▸ **Problem to work on**
Your copy of the entries must be exact, and it must not include the pictures.

****

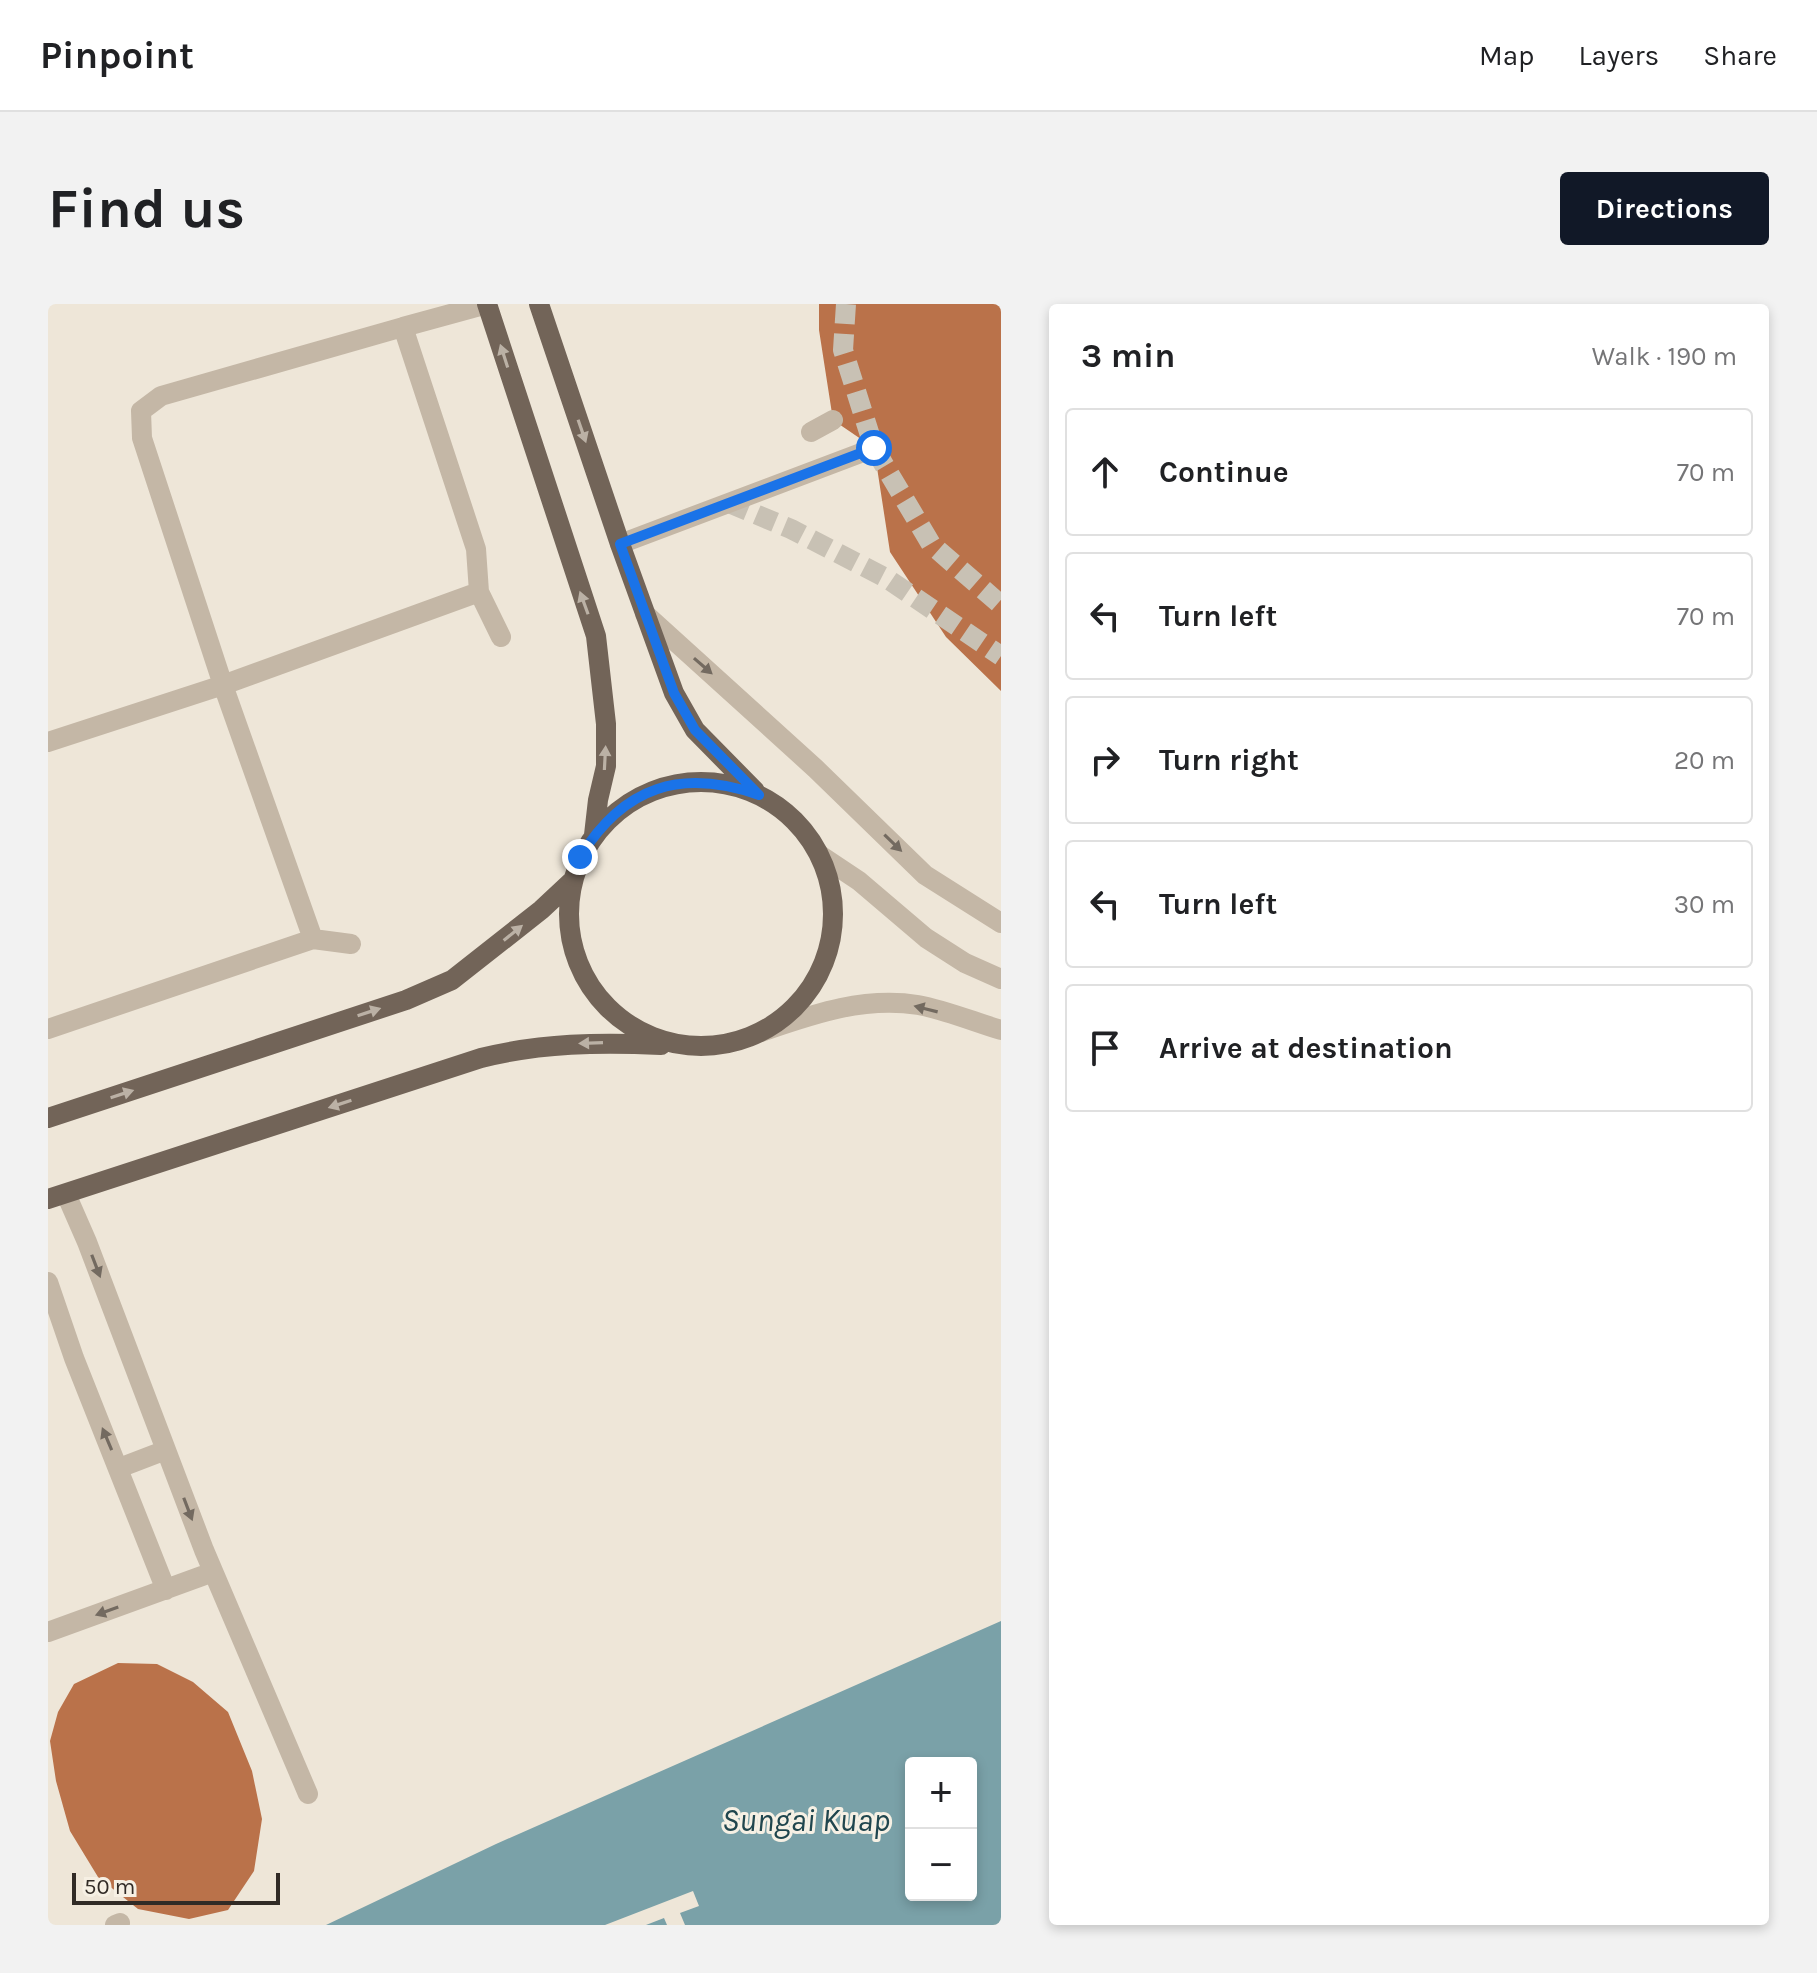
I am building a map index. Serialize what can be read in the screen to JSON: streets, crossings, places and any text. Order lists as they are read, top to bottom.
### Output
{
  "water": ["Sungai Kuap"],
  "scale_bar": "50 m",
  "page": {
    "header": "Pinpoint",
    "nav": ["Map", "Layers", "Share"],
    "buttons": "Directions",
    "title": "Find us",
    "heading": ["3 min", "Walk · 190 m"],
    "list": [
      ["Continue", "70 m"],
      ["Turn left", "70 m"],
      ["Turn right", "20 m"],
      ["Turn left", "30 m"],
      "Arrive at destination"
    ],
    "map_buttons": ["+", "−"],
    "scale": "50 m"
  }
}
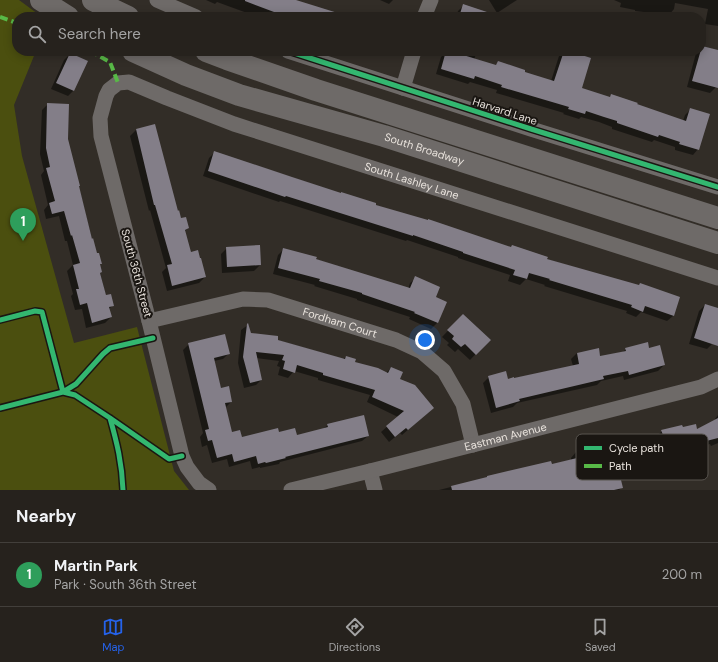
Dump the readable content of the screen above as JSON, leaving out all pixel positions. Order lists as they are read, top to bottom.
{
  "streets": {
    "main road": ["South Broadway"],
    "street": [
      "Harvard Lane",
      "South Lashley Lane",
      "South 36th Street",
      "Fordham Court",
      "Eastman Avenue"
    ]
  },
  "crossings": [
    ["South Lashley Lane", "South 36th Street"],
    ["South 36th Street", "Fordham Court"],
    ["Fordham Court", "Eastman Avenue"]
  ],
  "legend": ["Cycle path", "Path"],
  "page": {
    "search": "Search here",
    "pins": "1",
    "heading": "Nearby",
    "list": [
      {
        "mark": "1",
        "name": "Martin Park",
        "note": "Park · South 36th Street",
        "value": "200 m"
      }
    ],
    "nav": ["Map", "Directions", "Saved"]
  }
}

****

▸ **Output for this exercise**
I am building a map index. Serialize what can be read in the screen to JSON: streets, crossings, places and any text. Order lists as they are read, top to bottom.
### Output
{
  "water": ["Sungai Kuap"],
  "scale_bar": "50 m",
  "page": {
    "header": "Pinpoint",
    "nav": ["Map", "Layers", "Share"],
    "buttons": "Directions",
    "title": "Find us",
    "heading": ["3 min", "Walk · 190 m"],
    "list": [
      ["Continue", "70 m"],
      ["Turn left", "70 m"],
      ["Turn right", "20 m"],
      ["Turn left", "30 m"],
      "Arrive at destination"
    ],
    "map_buttons": ["+", "−"],
    "scale": "50 m"
  }
}
Dump the readable content of the screen above as JSON, leaving out all pixel positions. Order lists as they are read, top to bottom.
{
  "streets": {
    "main road": ["South Broadway"],
    "street": [
      "Harvard Lane",
      "South Lashley Lane",
      "South 36th Street",
      "Fordham Court",
      "Eastman Avenue"
    ]
  },
  "crossings": [
    ["South Lashley Lane", "South 36th Street"],
    ["South 36th Street", "Fordham Court"],
    ["Fordham Court", "Eastman Avenue"]
  ],
  "legend": ["Cycle path", "Path"],
  "page": {
    "search": "Search here",
    "pins": "1",
    "heading": "Nearby",
    "list": [
      {
        "mark": "1",
        "name": "Martin Park",
        "note": "Park · South 36th Street",
        "value": "200 m"
      }
    ],
    "nav": ["Map", "Directions", "Saved"]
  }
}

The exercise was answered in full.